Opinion
Lessons in economic integration for the African Union
“So like the European Union at the outset we should be focusing on infrastructure and trade facilitation as key projects.”
Erwin said that in the past, Nigeria, Algeria, Ethiopia, Tanzania and South Africa cooperated more closely, and big progress was made in African development. “It is this cooperation that is now most glaringly absent,” he said. “It requires diplomacy and tact since no one likes to think that the African world is going to be ruled by its giants.”
EU Ambassador to South Africa Roeland van de Geer told the Inter Press Service: “If there is anything to be learnt from European integration it is that the road to union is a bumpy one – integration does not take place in isolation, and internal as well as external factors will place obstacles along the path.”
Former South African Ambassador to the European Union, Professor Eltie Links echoed this message, telling reporters: “My caution to Africa is to not try and emulate the Europeans in every aspect of the integration path. We have the benefit of their experience over the last couple of years and especially the last few months in trying to understand fully the way to manage the vast, enlarged European Union in all of its spheres. These clearly point us to be more cautious in our own need to integrate, especially with regard to the speed and the depth of integration that we as Africans talk so easily about.”

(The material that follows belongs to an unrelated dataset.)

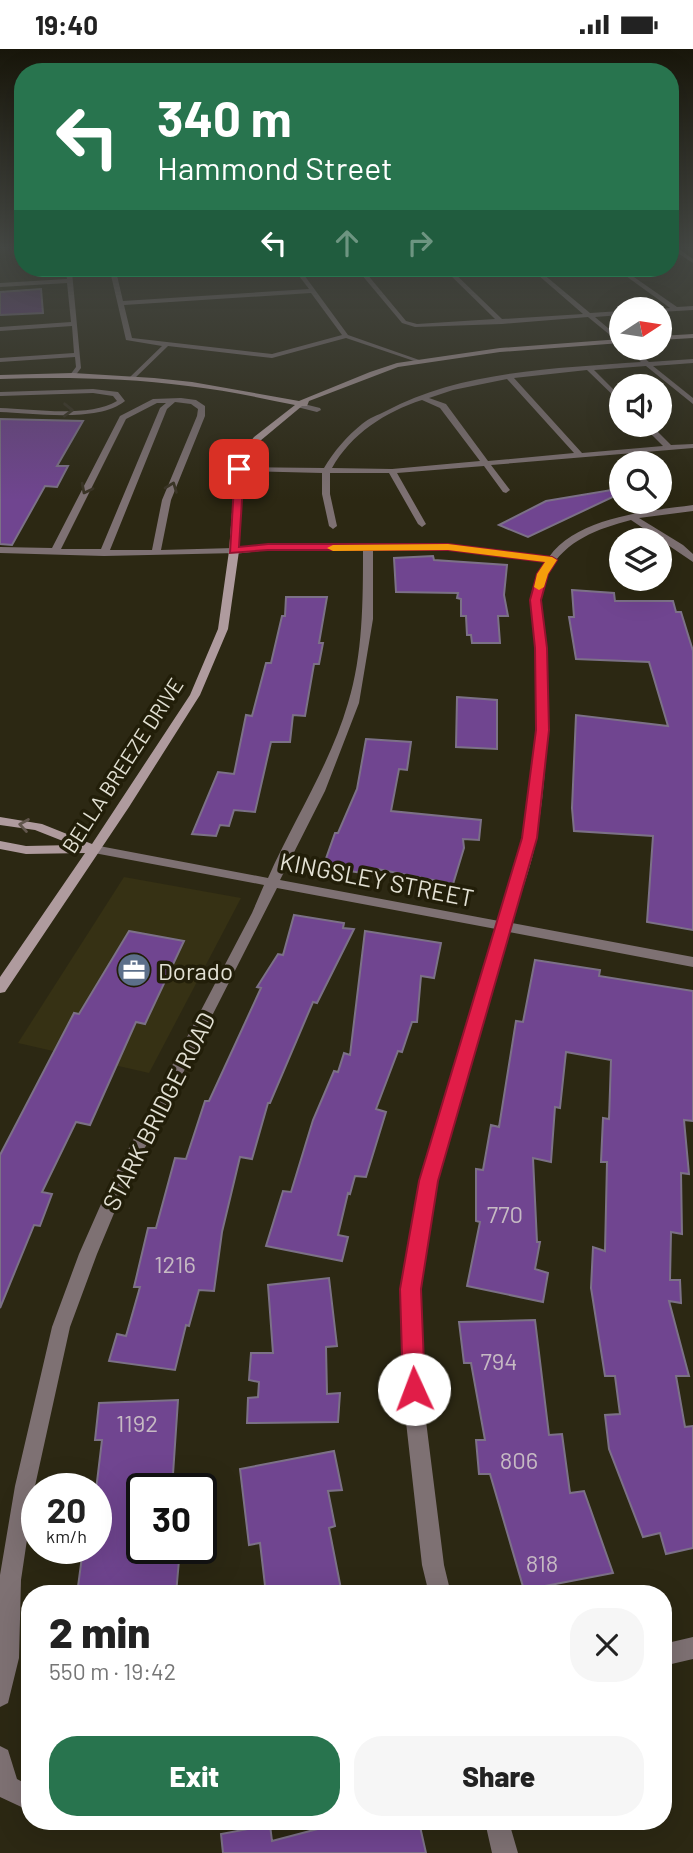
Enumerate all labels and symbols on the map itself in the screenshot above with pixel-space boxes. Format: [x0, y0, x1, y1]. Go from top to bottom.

Prof Links said that the levels of development were so different in Europe, let alone in Africa, that talking of lumping countries together in an economic or monetary union without the necessary and thorough preparation would be a grave mistake.
Former South African diplomat John Mare, who served in his country’s Brussels Embassy, suggested that a lot of the more detailed harmonization of standards and rules, which the EU has undertaken, could serve as a model for Africa.
“The African Union has much to learn from the European Union in terms of various forms of technical integration – such as getting similar standards for educational qualifications, road signs, environmental standards, food safety standards, infrastructural roll-out and so on,” he said.